[Dataset entries]
+++
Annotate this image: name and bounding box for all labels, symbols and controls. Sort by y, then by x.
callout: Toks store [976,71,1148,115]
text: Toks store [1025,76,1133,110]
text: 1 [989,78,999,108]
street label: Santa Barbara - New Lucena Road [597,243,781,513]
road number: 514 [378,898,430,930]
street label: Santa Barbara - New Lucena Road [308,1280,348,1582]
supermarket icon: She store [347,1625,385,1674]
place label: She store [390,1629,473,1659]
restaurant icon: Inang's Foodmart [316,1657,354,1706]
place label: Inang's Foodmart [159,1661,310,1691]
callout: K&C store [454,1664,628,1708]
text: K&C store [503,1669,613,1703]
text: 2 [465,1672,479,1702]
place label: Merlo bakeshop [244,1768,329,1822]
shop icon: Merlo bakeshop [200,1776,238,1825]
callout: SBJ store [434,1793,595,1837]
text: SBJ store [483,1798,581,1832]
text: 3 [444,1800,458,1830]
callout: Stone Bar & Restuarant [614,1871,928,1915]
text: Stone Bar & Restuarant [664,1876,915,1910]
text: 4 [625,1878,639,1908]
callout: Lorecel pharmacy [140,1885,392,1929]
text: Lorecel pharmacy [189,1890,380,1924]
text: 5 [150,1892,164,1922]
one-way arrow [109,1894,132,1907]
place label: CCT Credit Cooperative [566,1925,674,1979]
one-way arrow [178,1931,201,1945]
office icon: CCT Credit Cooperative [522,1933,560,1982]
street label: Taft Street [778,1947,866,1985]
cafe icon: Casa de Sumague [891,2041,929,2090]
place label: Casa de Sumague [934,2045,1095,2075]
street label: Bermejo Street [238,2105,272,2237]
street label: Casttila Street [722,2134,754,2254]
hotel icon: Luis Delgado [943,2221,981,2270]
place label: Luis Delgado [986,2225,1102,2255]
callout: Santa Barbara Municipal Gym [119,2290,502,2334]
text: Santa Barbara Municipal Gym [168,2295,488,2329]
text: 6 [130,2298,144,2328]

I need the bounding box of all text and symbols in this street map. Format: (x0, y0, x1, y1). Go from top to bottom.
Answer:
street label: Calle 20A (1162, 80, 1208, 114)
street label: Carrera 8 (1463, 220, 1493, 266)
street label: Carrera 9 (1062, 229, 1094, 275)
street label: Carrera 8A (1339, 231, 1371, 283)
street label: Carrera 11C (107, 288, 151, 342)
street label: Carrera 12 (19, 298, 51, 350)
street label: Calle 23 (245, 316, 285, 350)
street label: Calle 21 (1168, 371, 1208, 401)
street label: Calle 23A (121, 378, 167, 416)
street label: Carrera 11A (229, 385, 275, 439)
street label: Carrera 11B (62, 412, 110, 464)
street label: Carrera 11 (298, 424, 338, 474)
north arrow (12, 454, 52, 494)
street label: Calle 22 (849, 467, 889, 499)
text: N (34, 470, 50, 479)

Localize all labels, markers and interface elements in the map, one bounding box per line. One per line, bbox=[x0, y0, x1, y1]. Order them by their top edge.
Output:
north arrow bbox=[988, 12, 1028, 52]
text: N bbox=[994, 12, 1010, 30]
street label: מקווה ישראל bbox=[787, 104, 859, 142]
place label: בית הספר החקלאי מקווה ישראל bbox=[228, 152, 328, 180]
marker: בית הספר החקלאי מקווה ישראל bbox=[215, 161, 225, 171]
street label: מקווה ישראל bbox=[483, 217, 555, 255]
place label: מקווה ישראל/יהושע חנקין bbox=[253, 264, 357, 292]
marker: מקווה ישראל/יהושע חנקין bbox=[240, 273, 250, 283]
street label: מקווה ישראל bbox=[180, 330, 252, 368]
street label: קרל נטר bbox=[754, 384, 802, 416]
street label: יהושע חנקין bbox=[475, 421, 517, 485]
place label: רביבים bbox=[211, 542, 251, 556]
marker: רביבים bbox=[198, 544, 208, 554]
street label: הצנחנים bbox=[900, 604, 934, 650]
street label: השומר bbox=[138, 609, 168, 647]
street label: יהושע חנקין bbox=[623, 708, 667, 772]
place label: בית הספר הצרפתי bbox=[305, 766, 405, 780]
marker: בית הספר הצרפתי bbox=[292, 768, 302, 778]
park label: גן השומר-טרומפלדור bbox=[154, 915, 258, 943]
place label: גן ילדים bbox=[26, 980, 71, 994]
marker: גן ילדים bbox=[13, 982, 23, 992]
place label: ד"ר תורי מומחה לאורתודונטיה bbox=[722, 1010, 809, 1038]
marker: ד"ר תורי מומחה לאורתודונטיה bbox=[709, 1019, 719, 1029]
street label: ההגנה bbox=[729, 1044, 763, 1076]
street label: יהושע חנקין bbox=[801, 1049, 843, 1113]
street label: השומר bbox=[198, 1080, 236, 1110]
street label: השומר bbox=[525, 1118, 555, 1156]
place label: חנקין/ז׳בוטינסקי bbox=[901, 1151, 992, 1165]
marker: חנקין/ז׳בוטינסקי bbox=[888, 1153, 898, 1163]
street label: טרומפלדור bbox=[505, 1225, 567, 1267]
+++
**Activity:**
Set down the entries above again, word for word.

**Solution:**
Annotate this image: name and bounding box for all labels, symbols and controls. Sort by y, then by x.
callout: Toks store [976,71,1148,115]
text: Toks store [1025,76,1133,110]
text: 1 [989,78,999,108]
street label: Santa Barbara - New Lucena Road [597,243,781,513]
road number: 514 [378,898,430,930]
street label: Santa Barbara - New Lucena Road [308,1280,348,1582]
supermarket icon: She store [347,1625,385,1674]
place label: She store [390,1629,473,1659]
restaurant icon: Inang's Foodmart [316,1657,354,1706]
place label: Inang's Foodmart [159,1661,310,1691]
callout: K&C store [454,1664,628,1708]
text: K&C store [503,1669,613,1703]
text: 2 [465,1672,479,1702]
place label: Merlo bakeshop [244,1768,329,1822]
shop icon: Merlo bakeshop [200,1776,238,1825]
callout: SBJ store [434,1793,595,1837]
text: SBJ store [483,1798,581,1832]
text: 3 [444,1800,458,1830]
callout: Stone Bar & Restuarant [614,1871,928,1915]
text: Stone Bar & Restuarant [664,1876,915,1910]
text: 4 [625,1878,639,1908]
callout: Lorecel pharmacy [140,1885,392,1929]
text: Lorecel pharmacy [189,1890,380,1924]
text: 5 [150,1892,164,1922]
one-way arrow [109,1894,132,1907]
place label: CCT Credit Cooperative [566,1925,674,1979]
one-way arrow [178,1931,201,1945]
office icon: CCT Credit Cooperative [522,1933,560,1982]
street label: Taft Street [778,1947,866,1985]
cafe icon: Casa de Sumague [891,2041,929,2090]
place label: Casa de Sumague [934,2045,1095,2075]
street label: Bermejo Street [238,2105,272,2237]
street label: Casttila Street [722,2134,754,2254]
hotel icon: Luis Delgado [943,2221,981,2270]
place label: Luis Delgado [986,2225,1102,2255]
callout: Santa Barbara Municipal Gym [119,2290,502,2334]
text: Santa Barbara Municipal Gym [168,2295,488,2329]
text: 6 [130,2298,144,2328]

I need the bounding box of all text and symbols in this street map. Format: (x0, y0, x1, y1). Go from top to bottom.
Answer:
street label: Calle 20A (1162, 80, 1208, 114)
street label: Carrera 8 (1463, 220, 1493, 266)
street label: Carrera 9 (1062, 229, 1094, 275)
street label: Carrera 8A (1339, 231, 1371, 283)
street label: Carrera 11C (107, 288, 151, 342)
street label: Carrera 12 (19, 298, 51, 350)
street label: Calle 23 (245, 316, 285, 350)
street label: Calle 21 (1168, 371, 1208, 401)
street label: Calle 23A (121, 378, 167, 416)
street label: Carrera 11A (229, 385, 275, 439)
street label: Carrera 11B (62, 412, 110, 464)
street label: Carrera 11 (298, 424, 338, 474)
north arrow (12, 454, 52, 494)
street label: Calle 22 (849, 467, 889, 499)
text: N (34, 470, 50, 479)

Localize all labels, markers and interface elements in the map, one bounding box per line. One per line, bbox=[x0, y0, x1, y1]. Order them by their top edge.
Output:
north arrow bbox=[988, 12, 1028, 52]
text: N bbox=[994, 12, 1010, 30]
street label: מקווה ישראל bbox=[787, 104, 859, 142]
place label: בית הספר החקלאי מקווה ישראל bbox=[228, 152, 328, 180]
marker: בית הספר החקלאי מקווה ישראל bbox=[215, 161, 225, 171]
street label: מקווה ישראל bbox=[483, 217, 555, 255]
place label: מקווה ישראל/יהושע חנקין bbox=[253, 264, 357, 292]
marker: מקווה ישראל/יהושע חנקין bbox=[240, 273, 250, 283]
street label: מקווה ישראל bbox=[180, 330, 252, 368]
street label: קרל נטר bbox=[754, 384, 802, 416]
street label: יהושע חנקין bbox=[475, 421, 517, 485]
place label: רביבים bbox=[211, 542, 251, 556]
marker: רביבים bbox=[198, 544, 208, 554]
street label: הצנחנים bbox=[900, 604, 934, 650]
street label: השומר bbox=[138, 609, 168, 647]
street label: יהושע חנקין bbox=[623, 708, 667, 772]
place label: בית הספר הצרפתי bbox=[305, 766, 405, 780]
marker: בית הספר הצרפתי bbox=[292, 768, 302, 778]
park label: גן השומר-טרומפלדור bbox=[154, 915, 258, 943]
place label: גן ילדים bbox=[26, 980, 71, 994]
marker: גן ילדים bbox=[13, 982, 23, 992]
place label: ד"ר תורי מומחה לאורתודונטיה bbox=[722, 1010, 809, 1038]
marker: ד"ר תורי מומחה לאורתודונטיה bbox=[709, 1019, 719, 1029]
street label: ההגנה bbox=[729, 1044, 763, 1076]
street label: יהושע חנקין bbox=[801, 1049, 843, 1113]
street label: השומר bbox=[198, 1080, 236, 1110]
street label: השומר bbox=[525, 1118, 555, 1156]
place label: חנקין/ז׳בוטינסקי bbox=[901, 1151, 992, 1165]
marker: חנקין/ז׳בוטינסקי bbox=[888, 1153, 898, 1163]
street label: טרומפלדור bbox=[505, 1225, 567, 1267]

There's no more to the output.